● Exercise goal
Repeat the listing exactly. Pictures stay out of your copy.

● Data provided
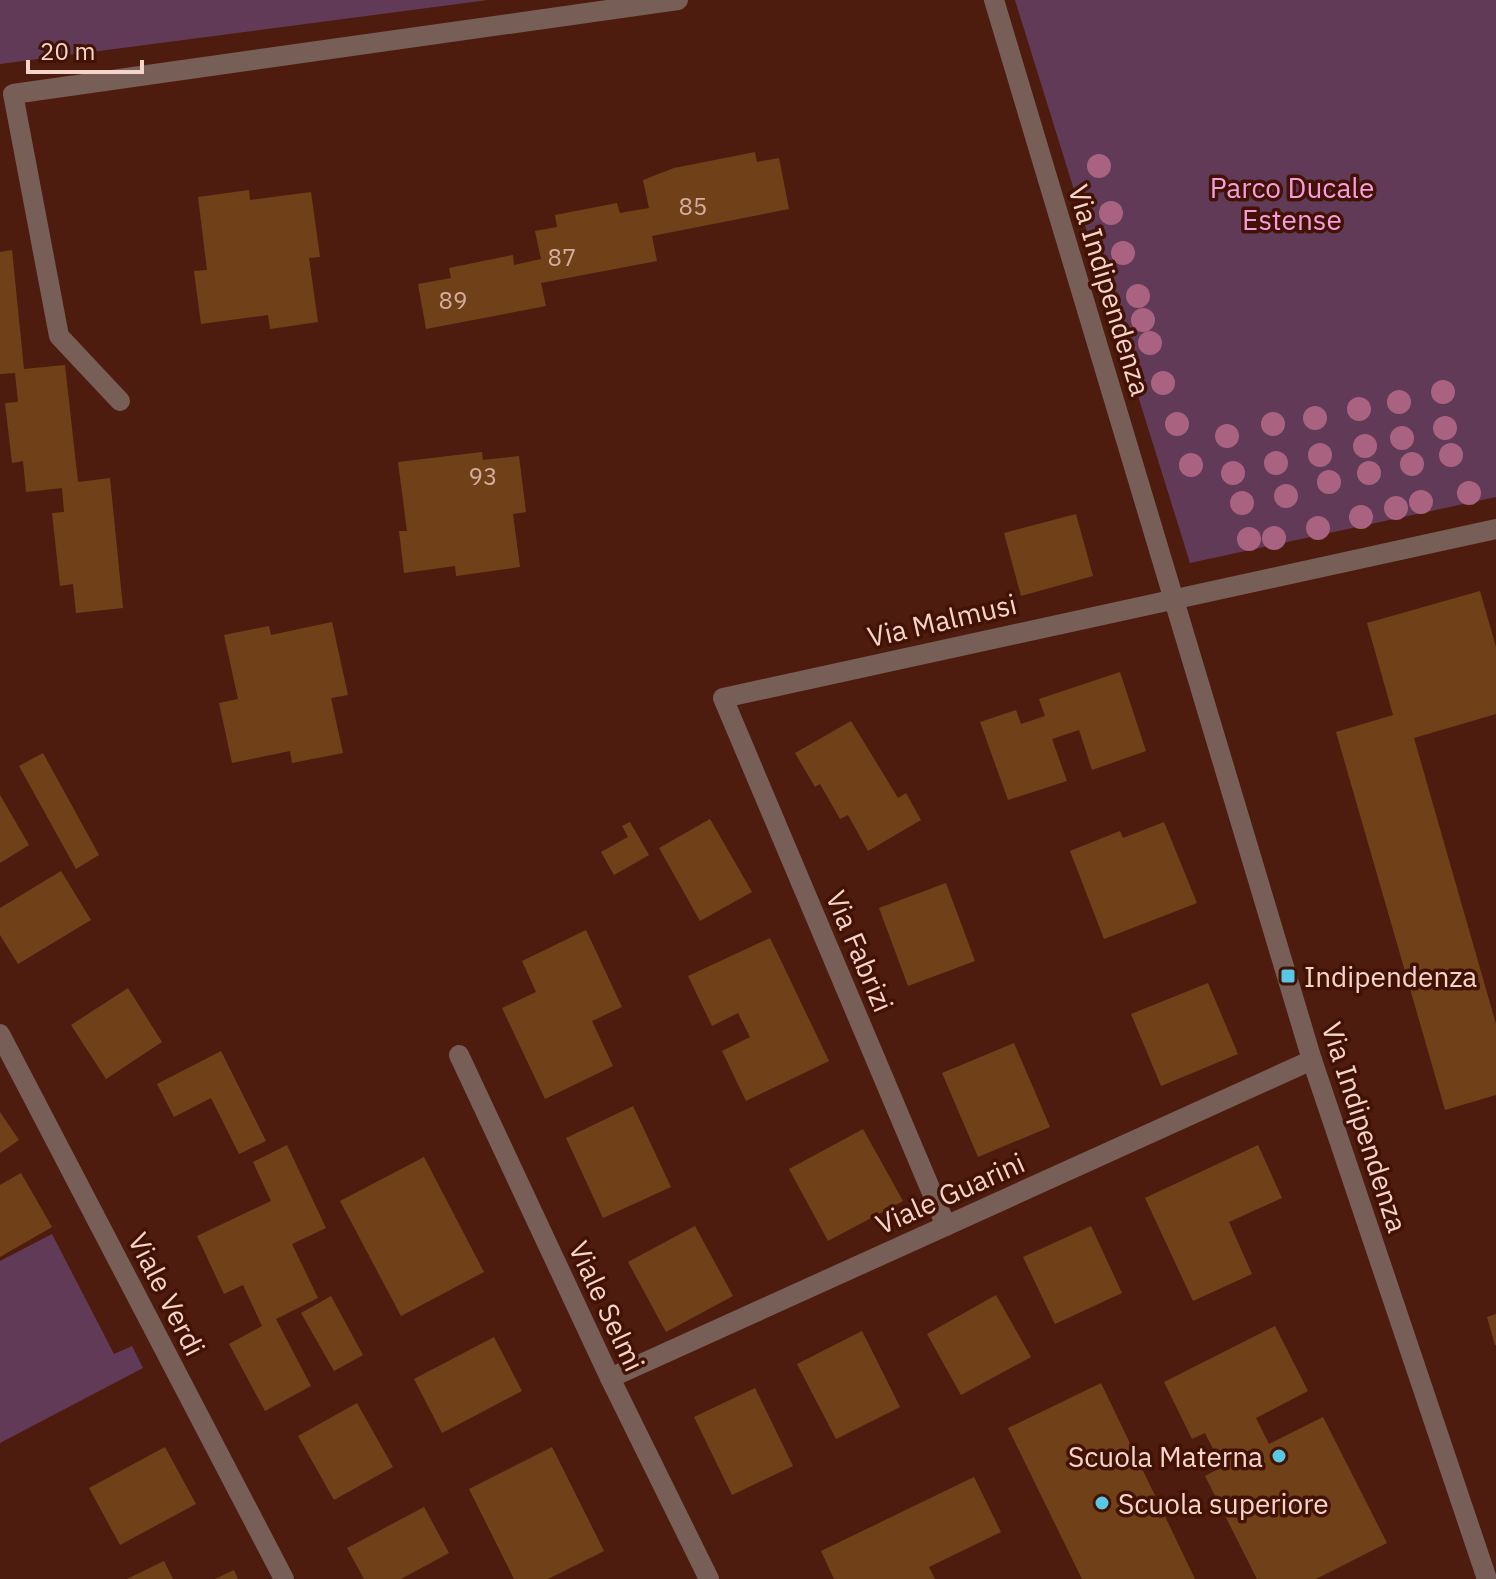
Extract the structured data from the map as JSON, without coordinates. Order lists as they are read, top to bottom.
{
  "streets": {
    "street": [
      "Via Indipendenza",
      "Via Malmusi",
      "Via Fabrizi",
      "Viale Guarini",
      "Viale Verdi",
      "Viale Selmi"
    ]
  },
  "crossings": [
    ["Via Indipendenza", "Via Malmusi"],
    ["Via Indipendenza", "Viale Guarini"],
    ["Via Malmusi", "Via Fabrizi"],
    ["Via Fabrizi", "Viale Guarini"],
    ["Viale Guarini", "Viale Selmi"]
  ],
  "parks": ["Parco Ducale Estense"],
  "places": {
    "transit": ["Indipendenza"],
    "other": ["Scuola Materna", "Scuola superiore"]
  },
  "house_numbers": [
    "85",
    "87",
    "89",
    "93"
  ],
  "scale_bar": "20 m"
}
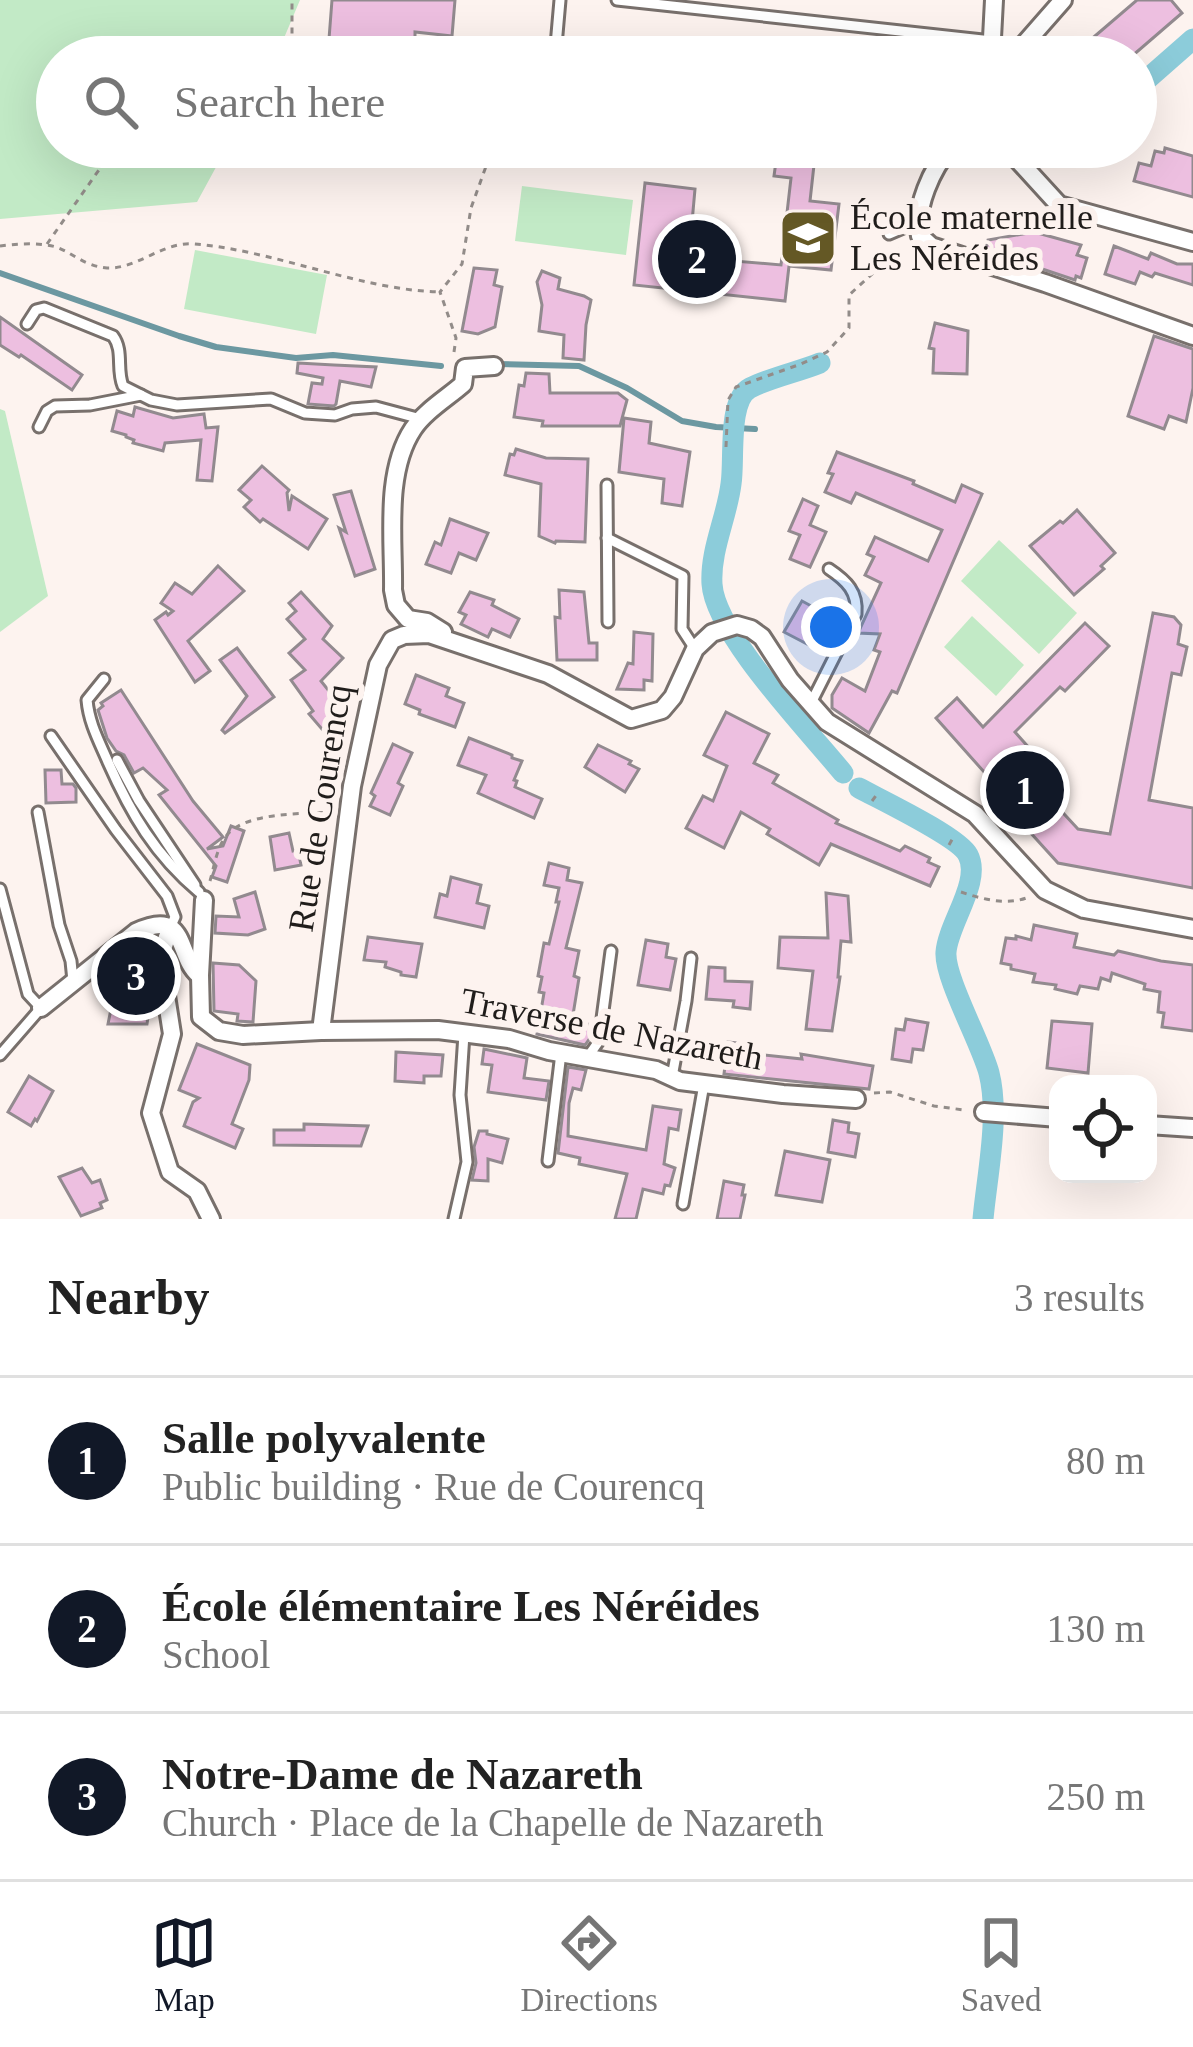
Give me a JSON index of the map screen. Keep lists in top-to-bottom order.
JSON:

● Answer to this exercise
Extract the structured data from the map as JSON, without coordinates. Order lists as they are read, top to bottom.
{
  "streets": {
    "street": [
      "Via Indipendenza",
      "Via Malmusi",
      "Via Fabrizi",
      "Viale Guarini",
      "Viale Verdi",
      "Viale Selmi"
    ]
  },
  "crossings": [
    ["Via Indipendenza", "Via Malmusi"],
    ["Via Indipendenza", "Viale Guarini"],
    ["Via Malmusi", "Via Fabrizi"],
    ["Via Fabrizi", "Viale Guarini"],
    ["Viale Guarini", "Viale Selmi"]
  ],
  "parks": ["Parco Ducale Estense"],
  "places": {
    "transit": ["Indipendenza"],
    "other": ["Scuola Materna", "Scuola superiore"]
  },
  "house_numbers": [
    "85",
    "87",
    "89",
    "93"
  ],
  "scale_bar": "20 m"
}
Give me a JSON index of the map screen. Keep lists in top-to-bottom order.
JSON:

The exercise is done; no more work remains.